Related Changes in Gerrit:
Related Changes in GitLab:
TitleReferenceAuthorSource BranchDest Branch
Update tools-db DNS import idrepos/cloud/cloud-vps/tofu-infra!143fnegriT352206-2main
Move toolsdb primary host to tools-db-4repos/cloud/cloud-vps/tofu-infra!142fnegriT352206main
Customize query in GitLab

Event Timeline

There are a very large number of changes, so older changes are hidden. Show Older Changes

I would also encourage migrate to Bookworm too :)

@Marostegui I was thinking if we could take the chance and upgrade to an even more recent version. ToolsDB could potentially run a newer version than production, WDYT?

Edit: the only other available LTS version is 10.11, so we could consider upgrading to that one instead of 10.6.

@fnegri that is really up to your team - in production such big jumps in releases need to be carefully studied and benchmarked and that's why we took more conservative approaches. The optimizer tends to introduce quite big changes between majors and going from 10.4 to 10.11 is probably a no go for us. We need to study what the regressions might be, especially on query time and/or IO wait.

In the past the we did 10.1 -> 10.4 and that took quite sometime, same with 10.4 to 10.6, where I reported a number of bugs with the optimizer.

I've spent time testing 11.0 while it was RC and GA after talking to Monty in Finland a couple of years ago. There're massive changes in the optimizer in 11.0 and even though it looks fine, we won't go from 10.6 to 11.

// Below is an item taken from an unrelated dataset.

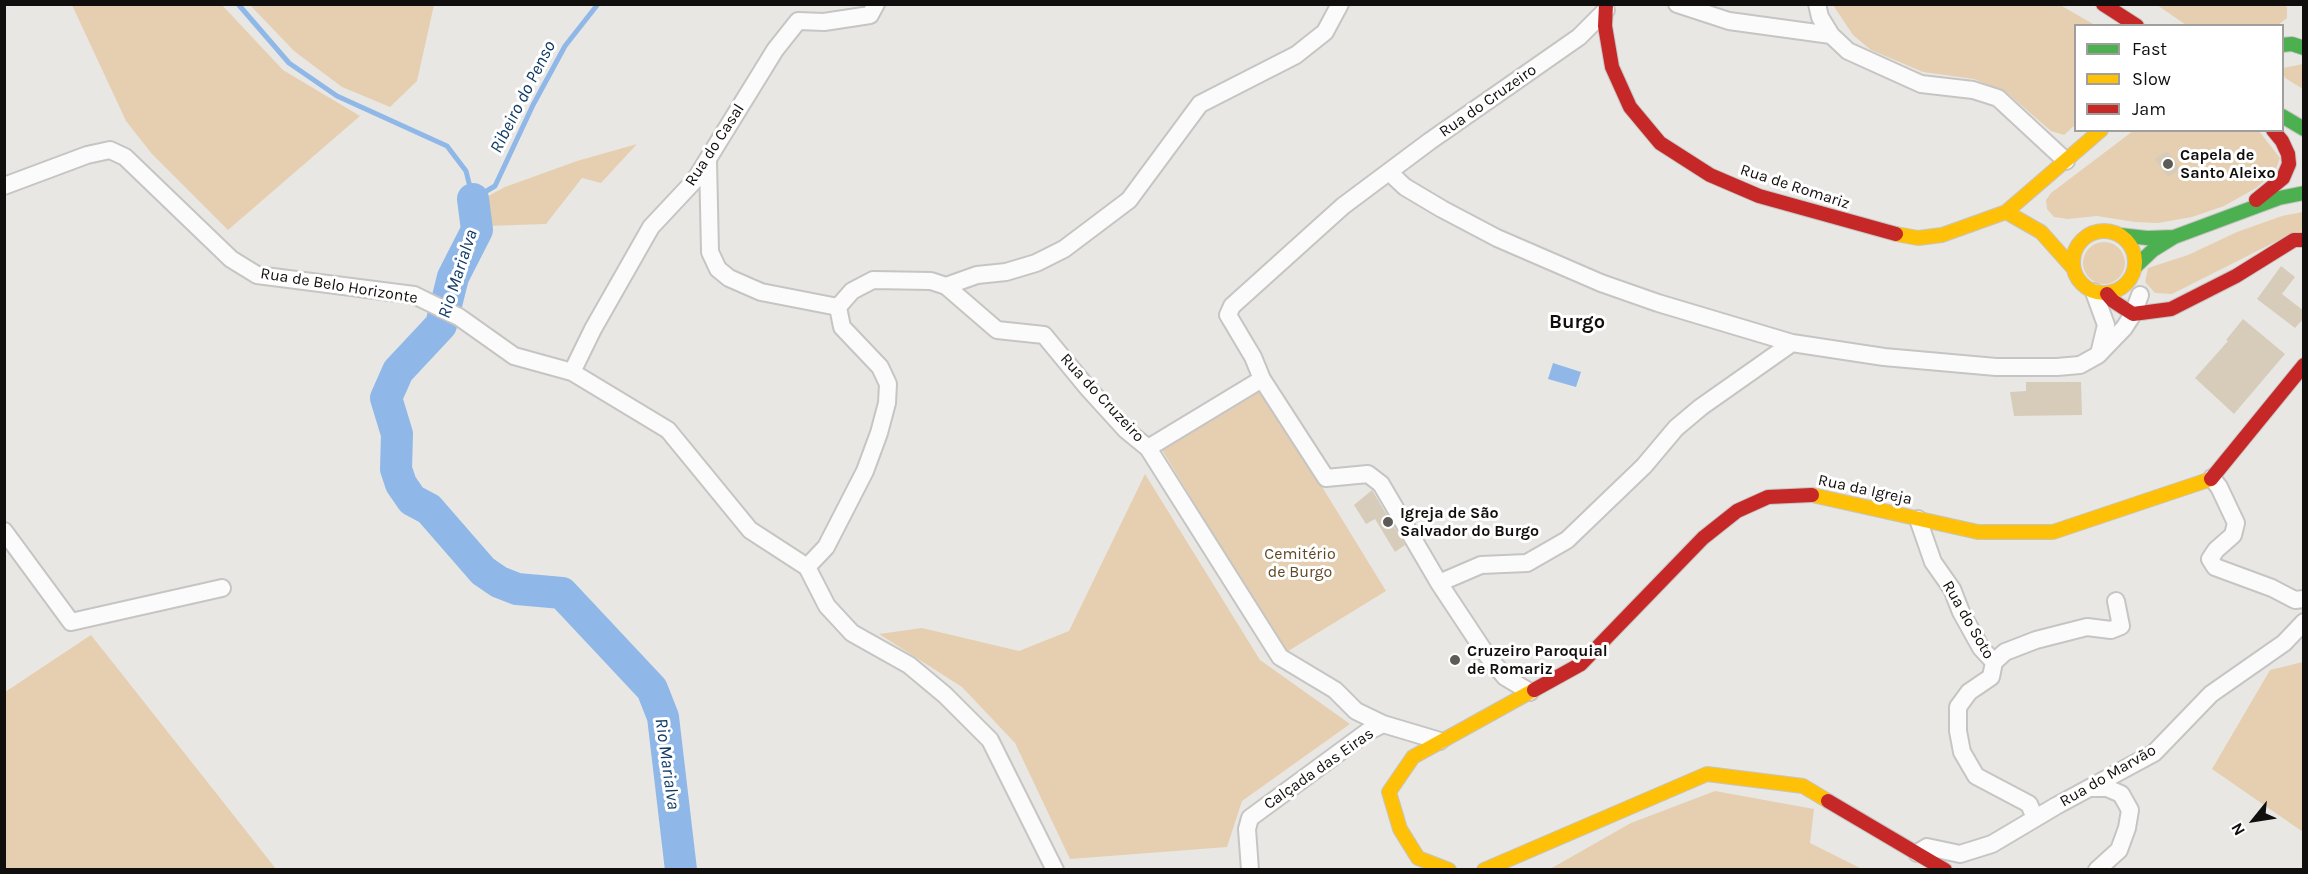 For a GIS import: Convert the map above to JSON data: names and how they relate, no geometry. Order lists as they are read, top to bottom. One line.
{"streets":{"street":["Rua do Cruzeiro","Rua do Casal","Rua de Romariz","Rua de Belo Horizonte","Rua da Igreja","Rua do Soto","Calçada das Eiras","Rua do Marvão"]},"crossings":[["Rua do Cruzeiro","Rua de Romariz"],["Rua do Casal","Rua de Belo Horizonte"],["Rua da Igreja","Rua do Soto"],["Rua da Igreja","Calçada das Eiras"],["Rua do Soto","Rua do Marvão"]],"districts":["Burgo"],"water":["Ribeiro do Penso","Rio Marialva"],"parks":["Cemitério de Burgo"],"places":["Capela de Santo Aleixo","Igreja de São Salvador do Burgo","Cruzeiro Paroquial de Romariz"],"legend":["Fast","Slow","Jam"],"north":"bottom left"} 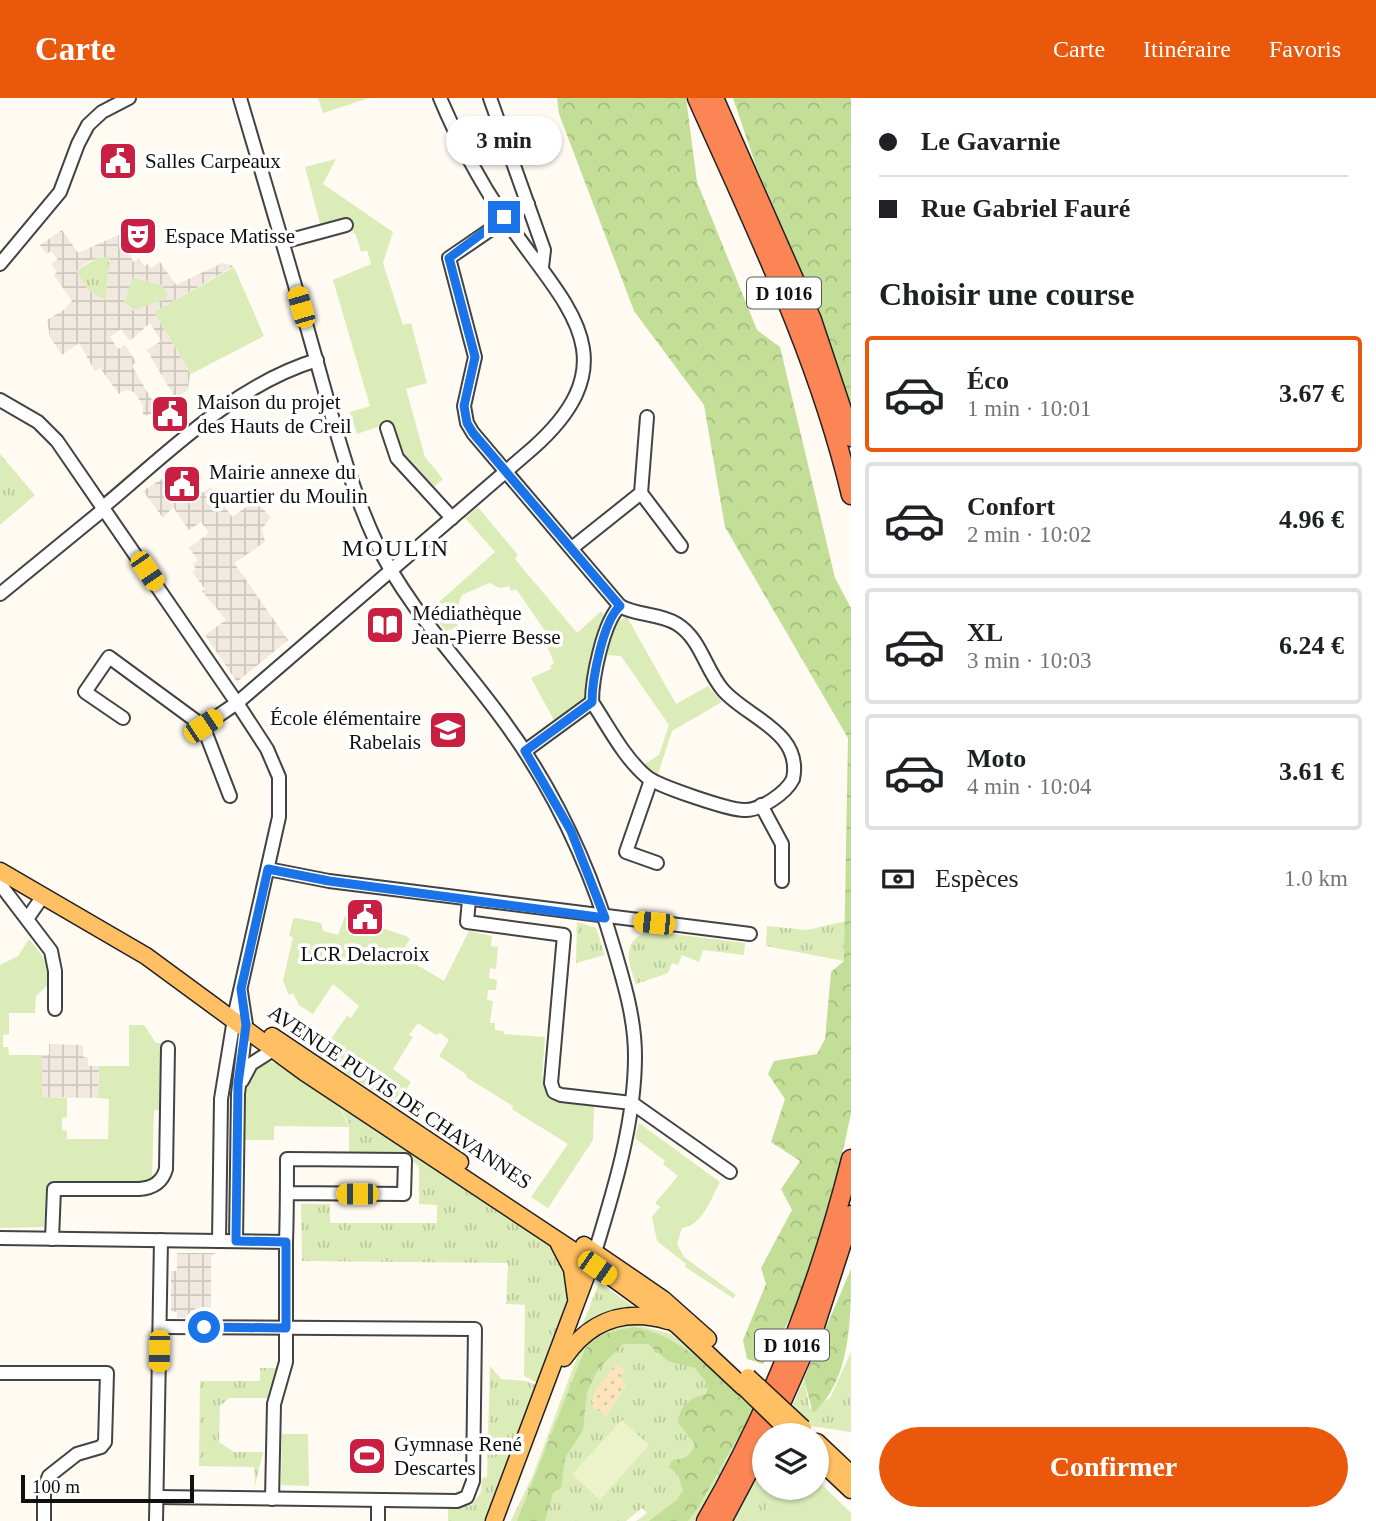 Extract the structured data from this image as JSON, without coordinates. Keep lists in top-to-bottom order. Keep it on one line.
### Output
{"streets":{"highway":["D 1016"],"main road":["AVENUE PUVIS DE CHAVANNES"]},"districts":["MOULIN"],"places":{"public building":["Salles Carpeaux","Maison du projet des Hauts de Creil","Mairie annexe du quartier du Moulin","LCR Delacroix"],"theatre":["Espace Matisse"],"library":["Médiathèque Jean-Pierre Besse"],"school or university":["École élémentaire Rabelais"],"sports":["Gymnase René Descartes"]},"scale_bar":"100 m","page":{"header":"Carte","nav":["Carte","Itinéraire","Favoris"],"banner":["Le Gavarnie","Rue Gabriel Fauré"],"bubble":"3 min","heading":"Choisir une course","list":[{"name":"Éco","note":"1 min · 10:01","value":"3.67 €"},{"name":"Confort","note":"2 min · 10:02","value":"4.96 €"},{"name":"XL","note":"3 min · 10:03","value":"6.24 €"},{"name":"Moto","note":"4 min · 10:04","value":"3.61 €"}],"pay":["Espèces","1.0 km"],"buttons":"Confirmer","scale":"100 m"}}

In regards to your question, it depends on how much your service can afford possible regressions in the query plans or InnoDB. I'd advise you capture and replay some of the traffic against that 10.11 and test if it is acceptable.

I'd advise you capture and replay some of the traffic against that 10.11 and test if it is acceptable.

This sounds promising. Is there any tool that you've used and you would recommend to do capture/replay?

You can use a combination of:
https://docs.percona.com/percona-toolkit/pt-query-digest.html
https://docs.percona.com/percona-toolkit/pt-upgrade.html

You need to enable slow query log - you might want to first capture very slow queries and see how they'd behave and then slowly decrease the runtime to capture all queries for a given timeframe and analyze them and see if there're some important regressions there.

The latest version of Django (5.1.1) only supports MariaDB 10.5 or higher, and ToolsDB is currently running 10.4.29, so that's a hurdle I encountered while keeping EditGroup's dependencies up to date. If others encounter the same issue, the latest version of Django to work with MariaDB 10.4.29 seems to be 5.0.8.
It would be great to upgrade :)

fnegri changed the task status from Open to In Progress.Nov 11 2024, 2:21 PM

Edit: the only other available LTS version is 10.11, so we could consider upgrading to that one instead of 10.6.

11.4 is now the newest LTS, but given we're already late on this upgrade, I will follow the easiest path and upgrade to 10.6, so we're back to a supported version. We can explore upgrading to 10.11 or 11.4 in a separate task.

My plan is:

  • create a new replica tools-db-4 (running Debian Bookworm and MariaDB 10.4) and configure it to replicate from the current primary
  • upgrade tools-db-4 to MariaDB 10.6 and leave it running for a few days
  • If there are no issues, promote tools-db-4 to become the new primary
  • Create a new replica tools-db-5 replicating from tools-db-4
  • Delete old primary (tools-db-1) and old replica (tools-db-3)

I will document all steps in detail so that we can use this documentation to write a set of cookbooks in the future.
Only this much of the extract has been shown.